■ Your objective: When a line in the entries below contains "VASCO", tally it; give the tally with nothing added.

■ Excerpted data:
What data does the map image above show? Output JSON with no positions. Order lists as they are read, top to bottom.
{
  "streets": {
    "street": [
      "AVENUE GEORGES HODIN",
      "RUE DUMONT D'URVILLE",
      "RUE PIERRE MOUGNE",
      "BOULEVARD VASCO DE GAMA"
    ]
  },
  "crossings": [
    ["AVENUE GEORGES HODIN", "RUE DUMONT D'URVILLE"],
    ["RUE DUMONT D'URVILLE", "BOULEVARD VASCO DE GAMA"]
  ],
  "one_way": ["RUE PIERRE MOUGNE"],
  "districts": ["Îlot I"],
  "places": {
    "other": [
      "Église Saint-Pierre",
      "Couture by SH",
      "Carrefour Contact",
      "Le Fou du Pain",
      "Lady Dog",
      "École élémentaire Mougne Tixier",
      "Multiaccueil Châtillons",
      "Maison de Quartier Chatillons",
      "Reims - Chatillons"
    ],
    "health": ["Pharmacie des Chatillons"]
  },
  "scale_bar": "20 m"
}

■ Result of the task: 2